The perimeter is sewn with flat tape creating a casing for the cord that holds the bag onto the saddles.The exact shape of the bag will depend on one's needs.

My bag had to be large enough for the 4 Lt Dromedary bladder.

anchor points for 10 Lt Dromedary visible on bottom of cockpit
The underdeck bag I slightly 3D with two darts to make it belly shaped.
A slit in the front with a bit of elastic to allow easy stowage completes the bag shape.

I can now drink all I want (water I mean) and prevent a dehydration caused headache at the end of the day.

*A= magnetic switch (details here)
B= main sheet cleat (details here)
C= compass Suunto Pioneer


  1. Hi!

    Thx for sharing! Detailed explanation and very easy to follow instructions. I haven't thought about using the space under deck as a storage for a water bladder. My water bottles on deck are often lost in even moderate sea.

  2. Brilliant! Thanks for sharing with us and keep the ideas coming.

  3. nice idea, but most of the folks I paddle with (for week long camping trips) gave up on the MSR dromedary bags due to the foul tasting water after a few months of use.

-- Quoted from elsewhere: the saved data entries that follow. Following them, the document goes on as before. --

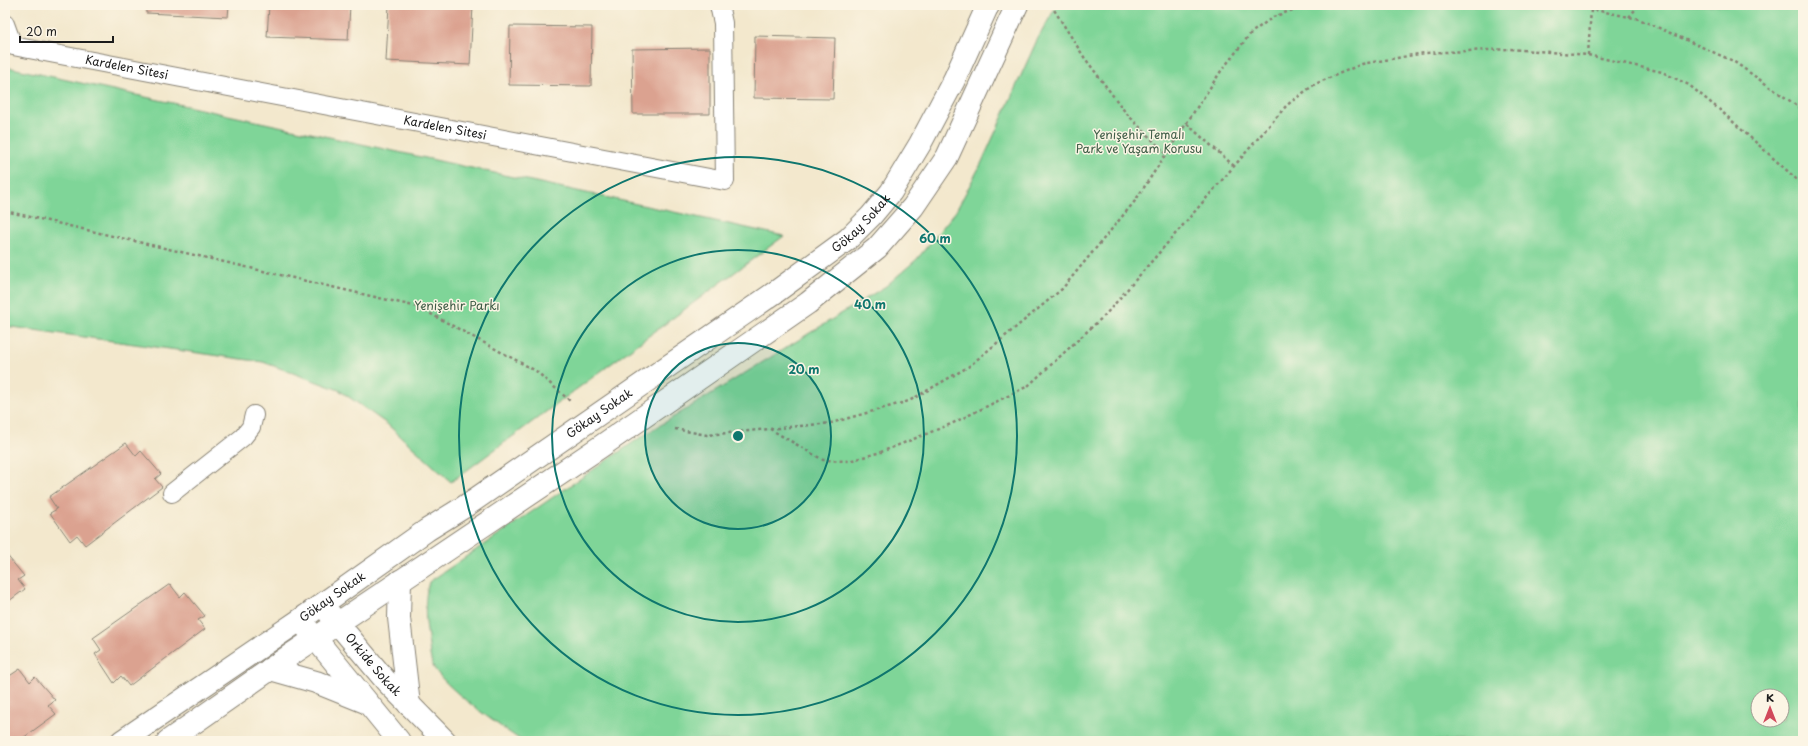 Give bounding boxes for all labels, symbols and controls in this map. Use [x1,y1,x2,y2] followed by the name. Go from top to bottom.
[20,18,113,44] scale bar
[26,22,57,40] text: 20 m
[84,50,170,83] street label: Kardelen Sitesi
[402,110,488,144] street label: Kardelen Sitesi
[1076,125,1202,157] park label: Yenişehir Temalı Park ve Yaşam Korusu
[827,189,894,256] street label: Gökay Sokak
[919,229,951,247] text: 60 m
[854,295,886,313] text: 40 m
[414,296,500,314] park label: Yenişehir Parkı
[788,360,820,378] text: 20 m
[562,383,636,442] street label: Gökay Sokak
[731,429,745,443] centre of rings
[295,566,369,626] street label: Gökay Sokak
[341,629,406,700] street label: Orkide Sokak
[1750,688,1790,728] north arrow
[1766,689,1774,706] text: K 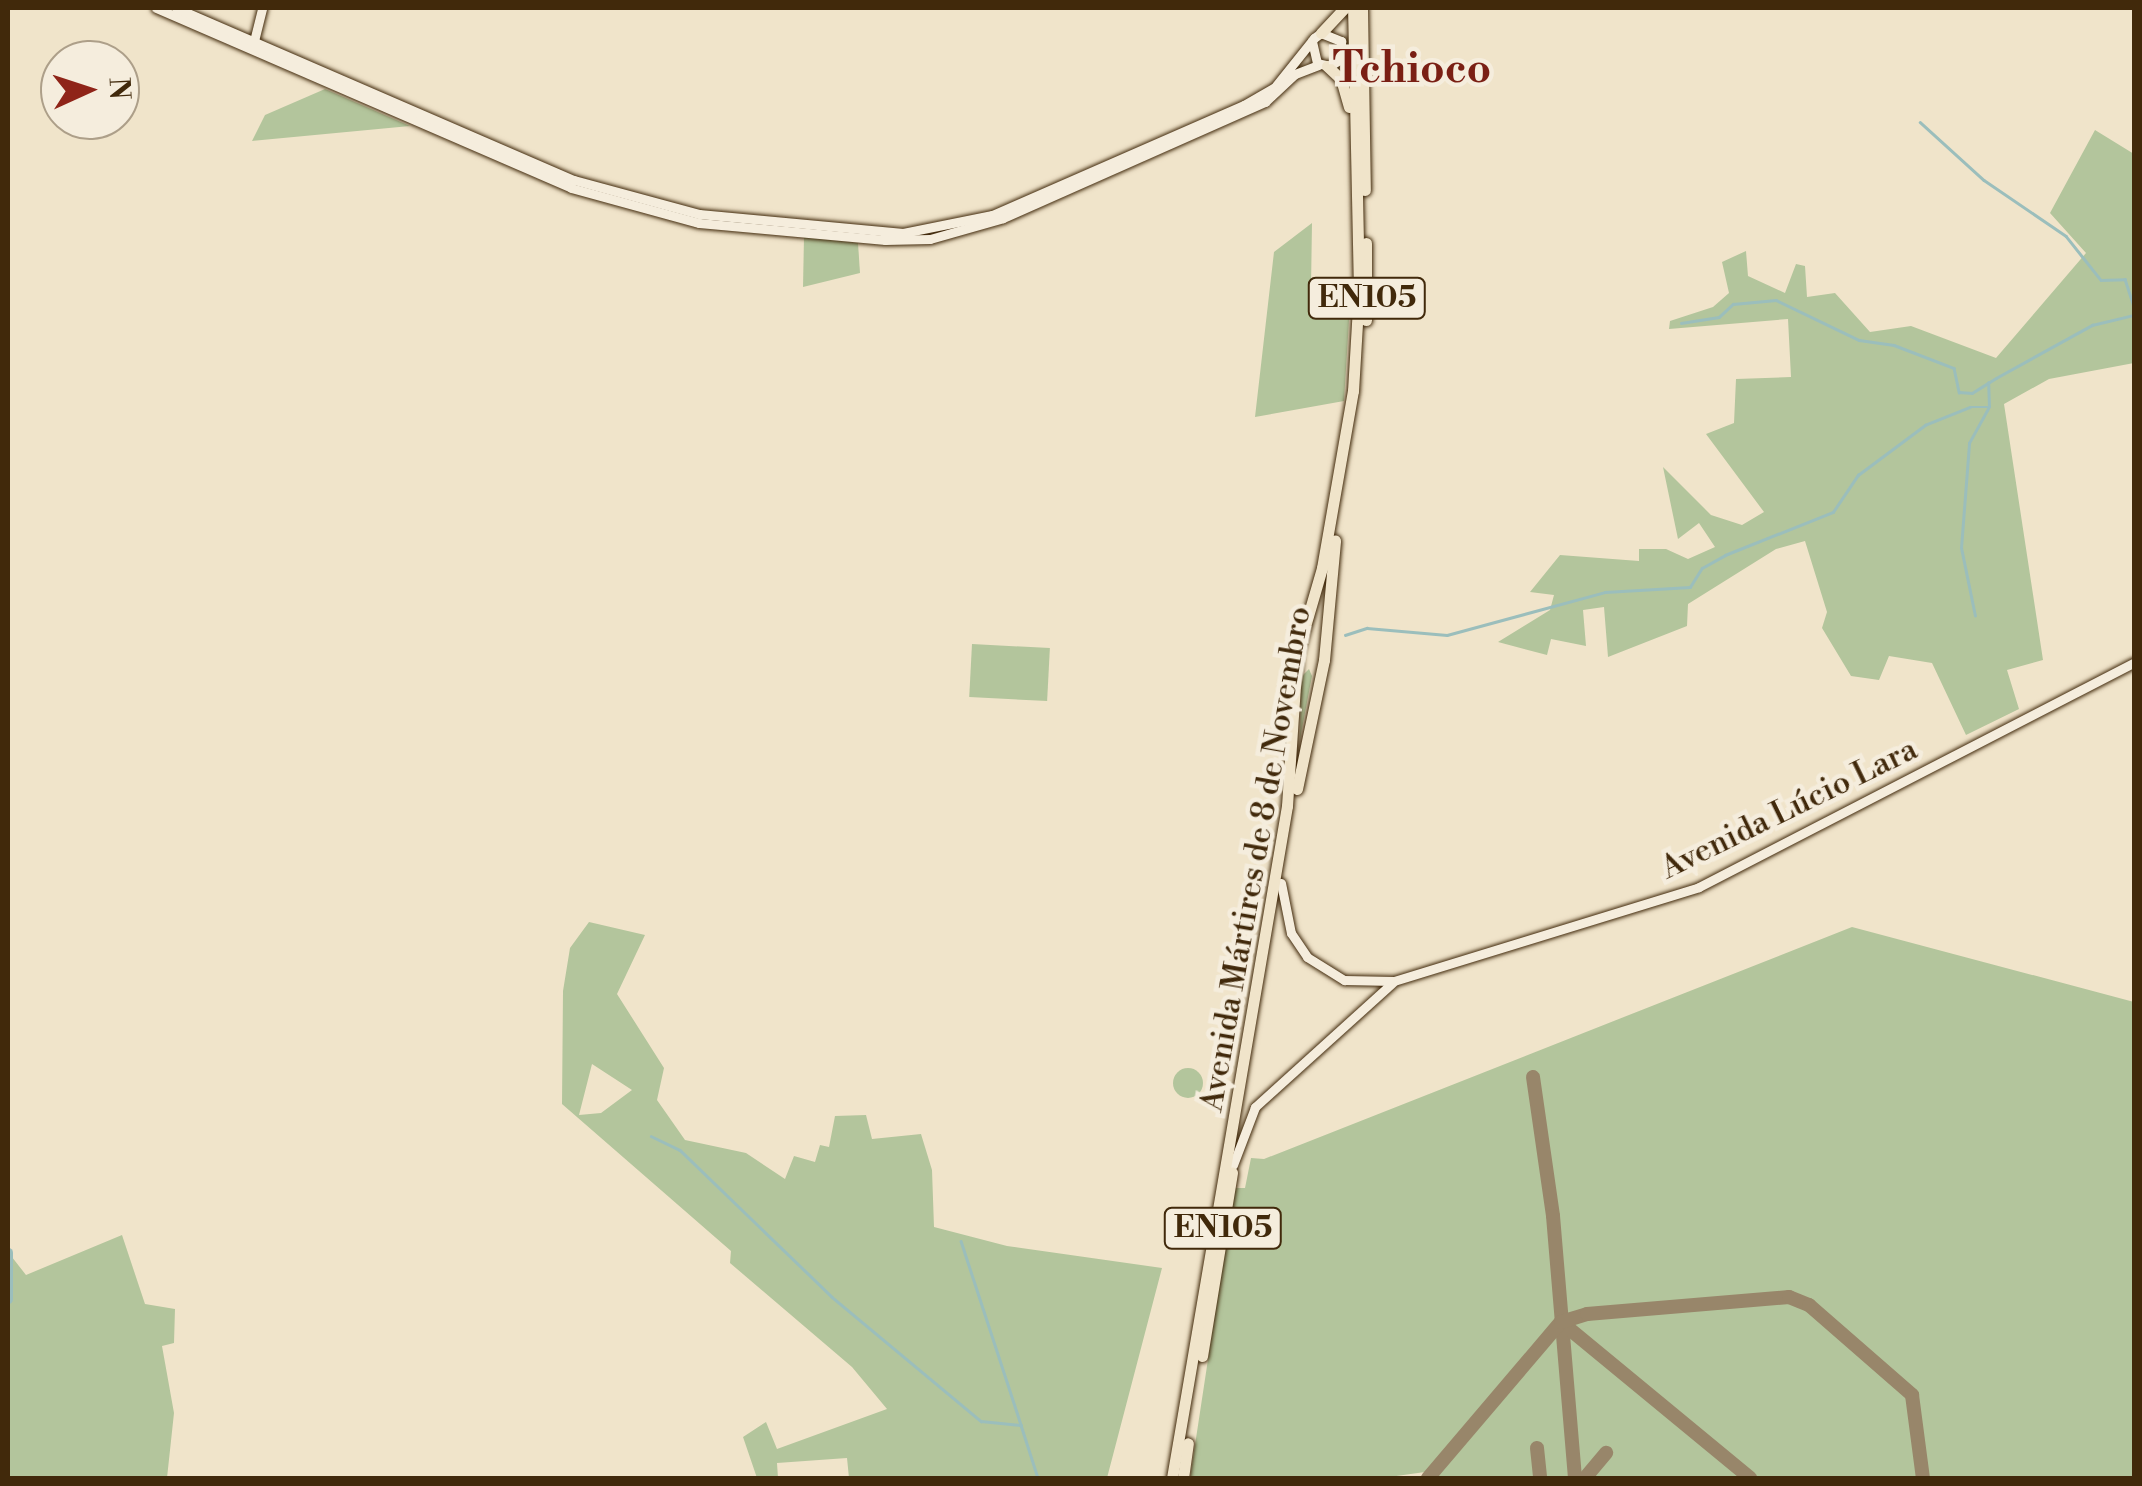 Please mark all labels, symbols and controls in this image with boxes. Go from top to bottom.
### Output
north arrow [40,40,140,140]
district label: Tchioco [1333,45,1491,95]
text: N [100,77,137,100]
road number: EN105 [1307,273,1427,323]
street label: Avenida Mártires de 8 de Novembro [1193,603,1319,1115]
street label: Avenida Lúcio Lara [1654,730,1924,888]
road number: EN105 [1163,1203,1283,1253] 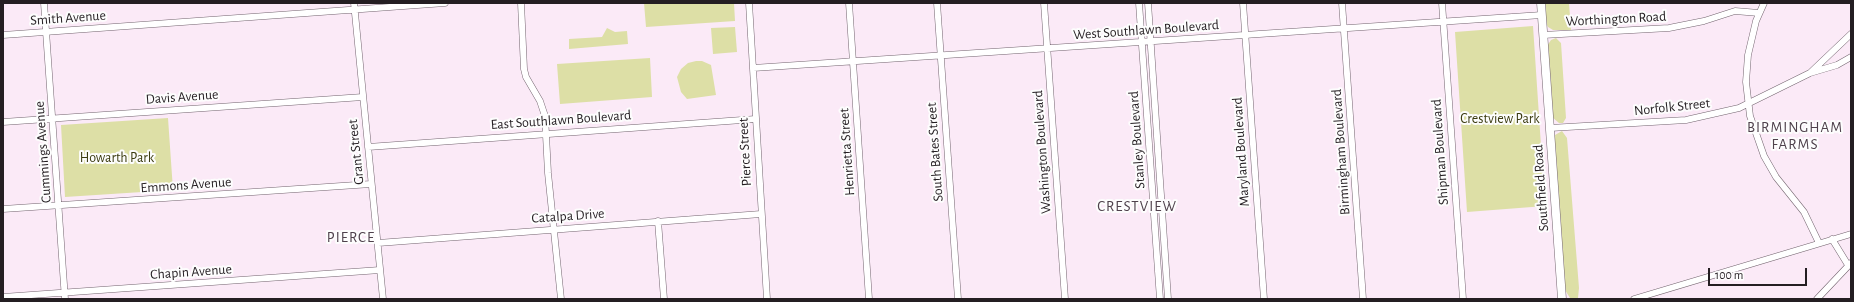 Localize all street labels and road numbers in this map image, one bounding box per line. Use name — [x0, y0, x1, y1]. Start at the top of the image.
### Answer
street label: Smith Avenue — [30, 7, 106, 29]
street label: Worthington Road — [1565, 8, 1667, 30]
street label: West Southlawn Boulevard — [1072, 17, 1220, 43]
street label: Davis Avenue — [145, 86, 219, 108]
street label: Birmingham Boulevard — [1328, 88, 1354, 216]
street label: Washington Boulevard — [1029, 90, 1055, 214]
street label: Stanley Boulevard — [1125, 91, 1149, 189]
street label: Norfolk Street — [1633, 95, 1711, 119]
street label: Maryland Boulevard — [1229, 97, 1253, 207]
street label: Shipman Boulevard — [1428, 98, 1452, 206]
street label: Cummings Avenue — [31, 100, 55, 204]
street label: South Bates Street — [923, 102, 947, 202]
street label: East Southlawn Boulevard — [490, 107, 632, 133]
street label: Henrietta Street — [836, 108, 858, 196]
street label: Pierce Street — [735, 117, 755, 187]
street label: Grant Street — [344, 118, 368, 186]
street label: Southfield Road — [1530, 144, 1552, 232]
street label: Emmons Avenue — [140, 173, 232, 197]
street label: Catalpa Drive — [531, 205, 605, 227]
street label: Chapin Avenue — [150, 261, 232, 283] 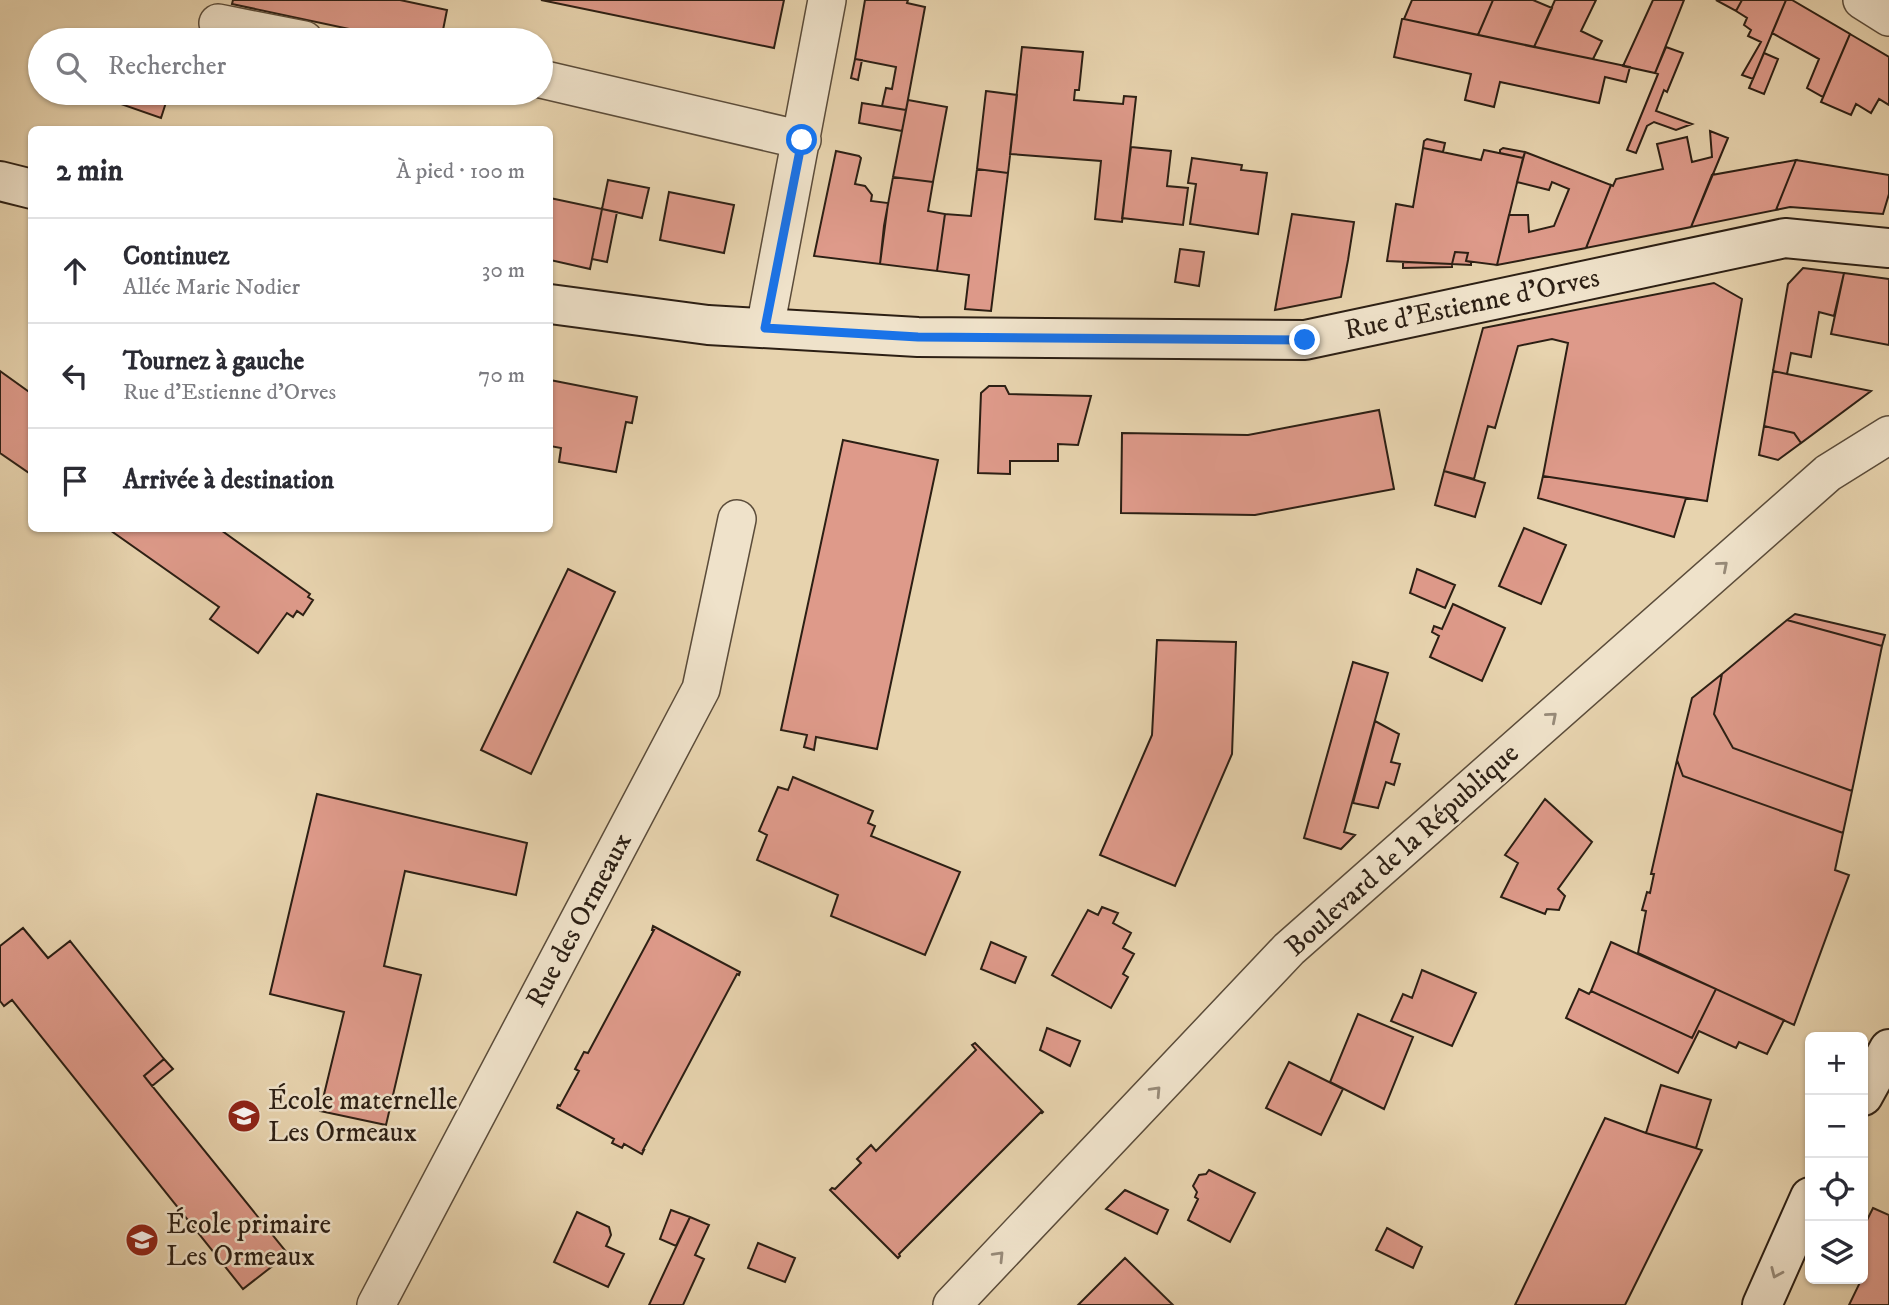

  4. Tom, I have been using Dromedary bags for 8 years now. Most times the bags will have water in them for a few days to a week or so.
    So far I have had no problem with foul tasting water however I know of one person that ruined several Dromedary bags after filling water from a suspect source. He could not get rid of the foul taste. BTW, I never add anything to the water (sweetener, fruit juice etc.)

  5. Thanks for sharing the explanation and the instructions. I haven't thought about using the space under deck as a storage for a water bladder. The instructions are easy to follow. Source Outdoor

  6. Great instructions; thanks for posting. Which fittings did you use from CPC?

    1. I don't know the CPC part number since the fitting came with a water bladder.

  7. Very nice idea.
    One question though:

    "The perimeter is sewn with flat tape creating a casing for the cord that holds the bag onto the saddles.The exact shape of the bag will depend on one's needs."

    Did you drill extra holes for the saddles or did you stick them on? If so what did you use to stick them?

    1. The saddles are made from fibreglass and I attach them with epoxy glue.